- From: Brian Kardell <bkardell@gmail.com>
- Date: Sun, 18 May 2014 10:26:18 -0400
- To: public-w3process@w3.org
- Message-ID: <CADC=+jd_Xbjqhw=sUOQxqk6_C6NC42ZxnPWpXjJ57nOc5=0tAA@mail.gmail.com>
Spinning off a new thread in order to keep the other about actually voting on votes. To reiterate in order to pose my questions: I agree there are potential biases in the first system, it has serious flaws. I entirely support the idea that it is worth discussing and probably fixing. BUT - I am very dubious that THESE are the biases that have hurt things thus far and relatively confident that other biases (apathy/lack of participation or knowledge, who actually does the voting, etc) actually have had a big impact AND changing the voting system does not address these. My assertions are easily validated with data. So my question is: Is there data to actually support the assertion that this has affected outcomes? On several occasions now i have heard people cite recent elections.

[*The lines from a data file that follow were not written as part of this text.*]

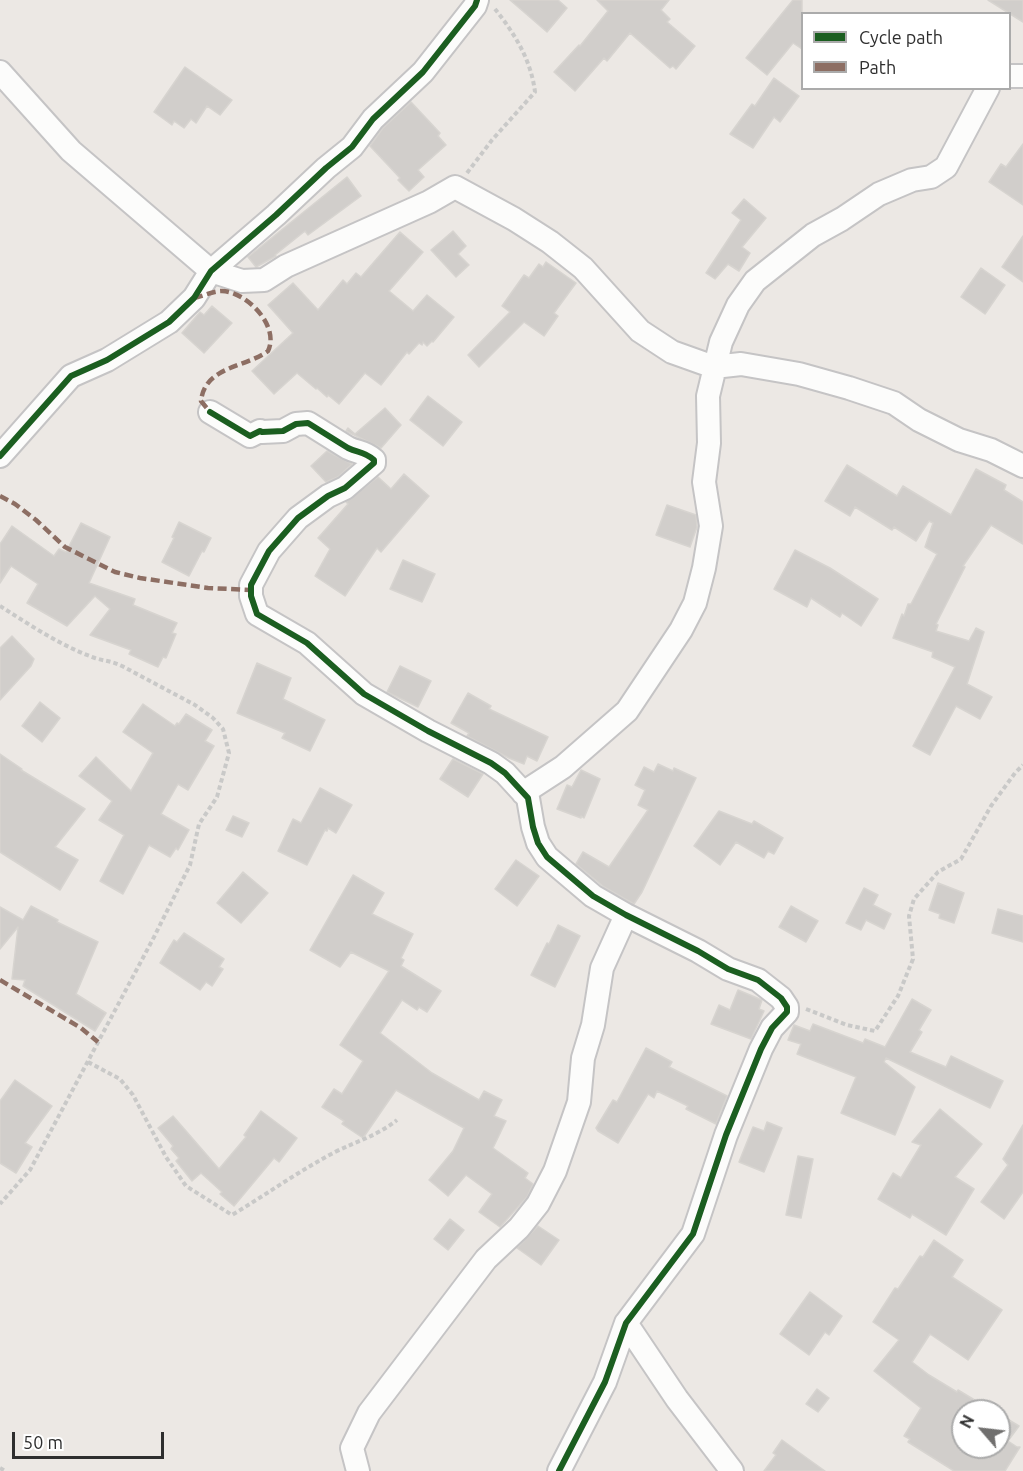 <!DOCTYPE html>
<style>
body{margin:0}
#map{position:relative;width:1023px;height:1471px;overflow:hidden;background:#ece8e4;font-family:Ubuntu,sans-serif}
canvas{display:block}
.legend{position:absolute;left:801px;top:12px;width:210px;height:78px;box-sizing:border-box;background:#fff;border:2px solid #ababab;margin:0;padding:8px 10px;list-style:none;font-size:18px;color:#2e2e2e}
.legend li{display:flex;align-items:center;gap:12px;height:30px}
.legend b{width:30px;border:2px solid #ababab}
.north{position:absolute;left:951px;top:1399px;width:60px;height:60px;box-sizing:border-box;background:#fff;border:2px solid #ababab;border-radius:50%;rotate:298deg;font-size:16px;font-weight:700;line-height:24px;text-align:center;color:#2e2e2e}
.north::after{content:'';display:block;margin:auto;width:21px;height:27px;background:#706f6e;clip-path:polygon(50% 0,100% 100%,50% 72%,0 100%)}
.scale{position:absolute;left:12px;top:1432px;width:152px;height:27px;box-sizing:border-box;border:3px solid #2e2e2e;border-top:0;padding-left:8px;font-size:18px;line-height:21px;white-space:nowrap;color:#2e2e2e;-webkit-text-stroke:4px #fff;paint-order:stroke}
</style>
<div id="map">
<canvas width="1023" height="1471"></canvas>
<ul class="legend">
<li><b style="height:8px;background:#1b5e20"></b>Cycle path</li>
<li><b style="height:8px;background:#8d6e63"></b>Path</li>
</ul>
<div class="north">N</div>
<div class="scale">50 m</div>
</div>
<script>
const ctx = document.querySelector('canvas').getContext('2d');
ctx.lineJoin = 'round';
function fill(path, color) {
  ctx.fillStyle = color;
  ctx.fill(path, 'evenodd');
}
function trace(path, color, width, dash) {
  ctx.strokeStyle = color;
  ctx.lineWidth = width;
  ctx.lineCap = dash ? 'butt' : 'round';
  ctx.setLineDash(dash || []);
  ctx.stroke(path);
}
const building = new Path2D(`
 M510,0H558L567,8L547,32Z
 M597,0H669L661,10L670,19L667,22L695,46L676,69L673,66L670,68L630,33L607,61L604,58L575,91L554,72L579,45L580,46L608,11Z
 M793,0H802V49L793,43L767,75L746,58Z
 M988,0H1023V22Z
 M185,67L232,100L220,115L207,106L196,123L191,119L184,128L174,121L172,125L154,112Z
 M774,78L799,96L780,122L774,117L753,148L730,134L752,104L755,106Z
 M411,102L440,133L438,136L446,145L418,170L424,177L409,191L398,180L400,178L370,146L383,128Z
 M1023,144V205L989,182L1001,164L1006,167Z
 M347,177L361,196L308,235L305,231L275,255L276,256L256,267L248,257Z
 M744,199L766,218L742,247L750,253L739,271L728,264L715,279L706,273L741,220L732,213Z
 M453,231L466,246L458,254L469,265L456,277L431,250Z
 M400,232L423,252L389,291L413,311L427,295L454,317L433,342L432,341L427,346L423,342L422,345L419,343L409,354L407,352L381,385L365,373L339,404L328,395L327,397L317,388L316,389L297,373L274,394L252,371L293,333L268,305L293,283L318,310L343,280L347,284L356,273L361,277Z
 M1023,236V282L1002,267Z
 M546,262L576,283L554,313L558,316L544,336L524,322L479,367L468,355L510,312L502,306L524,275L529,278L539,264L543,267Z
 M981,268L1005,285L985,314L961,297Z
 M212,306L232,323L204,353L182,333L200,312L204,315Z
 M428,396L462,422L443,446L410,420Z
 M385,408L401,425L381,448L346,431L348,428L355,434Z
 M327,451L352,464L338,477L326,482L311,466Z
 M847,465L897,496L903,486L951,515L976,469L1006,485L1004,490L1023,502V544L991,525L963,566L965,567L936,624L938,625L936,631L969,641L976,628L984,632L967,684L992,697L980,719L956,706L930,755L913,746L955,667L932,657L933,652L893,638L902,614L904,616L908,604H911L937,554L925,547L933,523L929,521L916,541L894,527L892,530L855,507L850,516L825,501Z
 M404,474L429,496L381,552L377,548L345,596L315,576L330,549L318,538L348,504L346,502L378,477L391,489Z
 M667,505L696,515L697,527L690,547L656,535Z
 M179,522L211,538L204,552L202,551L189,576L162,562L174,538L172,537Z
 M81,523L110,537L89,583L135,599L133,605L177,623L172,633L176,634L166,658L163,657L158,667L129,654L131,650L90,635L110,609L95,596L67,626L27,603L38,584L11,566L0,583V544L12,526L54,556L59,549L66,552Z
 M795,550L830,568L878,599L861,626L842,613L840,617L811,598L807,607L774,589Z
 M403,560L435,574L422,602L390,589Z
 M12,636L34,659L31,666L0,700V648Z
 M257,663L291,678L283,699L325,720L310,751L282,738L285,733L237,713Z
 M400,666L431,681L418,707L387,692Z
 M468,693L491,706L489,709L548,737L537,761L527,756L524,764L509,758L467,736L469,733L451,723Z
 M40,702L60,718L42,742L22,726Z
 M143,704L175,726L177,723L179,724L186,714L212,730L205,741L214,746L188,790L178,784L161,814L189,830L178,850L176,848L170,857L149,845L123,894L100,881L124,835L99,820L112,801L79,776L96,757L131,791L153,753L123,732Z
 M0,754L22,769L21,770L85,809L55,847L78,860L60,890L0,852Z
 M453,759L483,774L468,797L440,779Z
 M658,764L673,771L674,768L696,778L642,892L634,904L604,887L576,864L583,852L609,867L648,810L638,805L645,790L635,785L644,767L654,772Z
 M581,770L600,779L584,818L581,816V818L557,809L567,785L572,787Z
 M320,788L352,805L336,833L328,828L327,831L325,830L307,865L278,851L293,819L301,823Z
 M719,811L752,824L754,821L783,838L774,854L768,851L764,858L736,842L720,865L694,846Z
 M233,816L249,823L242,837L226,830Z
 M516,860L539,876L517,906L495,889Z
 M243,872L268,893L241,923L217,903Z
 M353,875L384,893L372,914L413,934L401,958L404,960L401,966L441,991L427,1012L419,1007L417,1010L402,1000L380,1033L432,1073L479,1100L484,1091L502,1100L494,1116L506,1121L493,1148L528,1173L525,1178L533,1184L527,1197L500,1227L479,1212L492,1194L466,1175L448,1196L429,1180L453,1151L464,1128L396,1090L363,1138L342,1124L344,1121L322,1107L334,1089L342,1094L363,1061L340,1045L389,971L351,952L340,967L310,950Z
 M938,883L964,893L954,923L939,918L940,914L929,910Z
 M864,888L878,895L873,905L891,914L884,929L866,920L861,930L846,923Z
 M31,906L58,920L57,922L98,942L76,994L106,1013L95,1031L23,986L25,980L12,979L18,927L0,949V907L23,920Z
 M791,906L818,921L806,942L779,927Z
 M998,909L1023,916V942L992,933Z
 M558,925L580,936L555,987L531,975L547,943L549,944Z
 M184,933L224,959L219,967L223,969L212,986L206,982L200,990L160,963L174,940L177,942Z
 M738,990L762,1000L759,1009L764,1011L751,1039L711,1024L719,1005L730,1010Z
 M912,999L931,1010L919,1030L922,1032L910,1052L946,1067L951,1056L1003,1081L990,1108L886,1058L884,1062L915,1087L895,1135L841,1113L856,1077L797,1054L801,1044L788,1040L794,1025L810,1031L813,1024L863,1043L865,1039L885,1047Z
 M646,1048L672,1062L669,1067L727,1096L716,1124L686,1109L688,1106L657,1091L654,1098L648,1094L618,1143L598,1131L596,1128L613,1100L617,1102Z
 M15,1080L52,1106L25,1143L32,1147L16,1173L0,1163V1101Z
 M940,1109L982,1144L955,1177L974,1189L946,1235L912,1214L910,1218L878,1199L893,1173L901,1178L921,1145L912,1142Z
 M261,1111L297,1138L279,1162L274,1158L234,1206L220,1194L222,1192L201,1173L192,1181L176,1161L179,1158L171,1149L173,1146L158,1128L173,1116L219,1169L246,1137L244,1135Z
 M767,1122L782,1128L764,1172L739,1162L753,1127L764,1131Z
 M1023,1125V1192L1004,1219L981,1202L1008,1165L1003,1159Z
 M798,1156L813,1159L801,1218L786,1215Z
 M450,1219L464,1230L448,1250L434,1239Z
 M538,1226L559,1240L541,1265L517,1248Z
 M934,1240L963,1260L952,1277L1002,1310L968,1360L930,1334L912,1362L929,1375L957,1392L958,1390L993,1411H963V1447H999V1414L1019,1426L1008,1441L1017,1447H1020L1005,1471H954L908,1442L910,1439L904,1436L921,1408L874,1371L899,1340L873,1322L895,1288L898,1289L920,1256L923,1257Z
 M810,1292L842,1316L829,1335L825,1332L809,1355L780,1334Z
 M817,1389L829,1398L818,1412L806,1404Z
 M782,1440L804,1456L825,1471H764L776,1455L773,1453Z`);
fill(building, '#d1cecb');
trace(building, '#d7d4d0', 1.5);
const minor = new Path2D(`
 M0,72L71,151L211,271L242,281L264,280L286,266L429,202L455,187L514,219L550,242L583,268L640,331L672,352L714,367L741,364L799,374L849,388L894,403L919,420L959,440L991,450L1023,466
 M1010,76H1023
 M210,412L250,436L260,431L262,432L283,431L296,424L308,423L348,448C358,453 364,451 374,460V463L345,488L328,496L298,518L269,551L251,585V596L257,614L307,643L364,694L428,731L491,763L505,773L528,798L533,827L538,843L547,857L593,896L626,915L698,951L728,969L758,980L781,998L787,1007V1012L772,1028L761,1049L726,1135L693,1234L626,1323L605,1382L559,1471
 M0,456L71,376L107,360L169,322L194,298L211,271L276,215L326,168L352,147L373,119L423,72L475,6L477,0
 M523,793L563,767L627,711L681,630L695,603L704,568L711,526L704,482L709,443L708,396L721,342L738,305L755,281L813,235L842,219L879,194L912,180L931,177L946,167L988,88
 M626,1323L677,1399L732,1471
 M358,1471L352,1448L369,1413L486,1259L519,1228L538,1204L555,1171L579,1102L583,1058L593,1025L602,968L626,915`);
trace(minor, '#c5c4c5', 26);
trace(new Path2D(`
 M467,173L492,140L535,92C531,60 515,34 495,9
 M0,606C30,625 61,646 95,658C104,661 112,661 122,666L195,705L213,718L223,729L229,753L217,797L199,824L190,865L154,937L30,1170L0,1204
 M806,1009L847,1025L875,1031L898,996L913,959L909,916L914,899L938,872L961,859L991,806L1015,773L1023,765
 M88,1062L120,1079L133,1095L166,1157L186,1186L232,1215C267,1194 299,1171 335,1152C359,1140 375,1137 397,1120
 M0,1468L5,1471`), '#c9c9c8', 4, [4.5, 3]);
trace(minor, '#fcfcfb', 22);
trace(new Path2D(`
 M194,298C203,296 213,291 222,291C247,292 280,326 268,351C245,368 205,366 201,401L210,412
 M0,496L15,504L36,520L65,547L115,572L140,578L208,588L251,590
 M0,980L81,1028L98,1042`), '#8d6e63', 4.5, [9, 4.5]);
trace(new Path2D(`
 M210,412L250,436L260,431L262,432L283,431L296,424L308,423L348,448C358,453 364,451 374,460V463L345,488L328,496L298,518L269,551L251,585V596L257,614L307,643L364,694L428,731L491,763L505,773L528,798L533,827L538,843L547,857L593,896L626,915L698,951L728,969L758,980L781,998L787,1007V1012L772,1028L761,1049L726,1135L693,1234L626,1323L605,1382L559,1471
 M0,456L71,376L107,360L169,322L194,298L211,271L276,215L326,168L352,147L373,119L423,72L475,6L477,0`), '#1b5e20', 6);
</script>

The fact that candidates and folks like myself actively made an effort to turn out the vote and collaborated and discussed importance out in the open on issues is a perfectly rational explanation, but there is adamant insistence it seems that somehow the system is rigged or something. Has there been a questionnaire to membership about whether they strategically voted or any effort to play it out another way that has shown otherwise? If so, I'd like to see this data. If not, let's please stop holding this up as an example if the data doesn't support it. It's disheartening to people like myself who really care and all it's accomplishing is creating more "why bother" sentiment. Again, in principle, theoretically - i fully support ranked voting. I'd, love to see coordination with a linked, unofficial poll for studying impact, etc. I'd also love high level preference data to be public - it's useful for making sure membership is able to express itself and groups and W3C are addressing appropriately.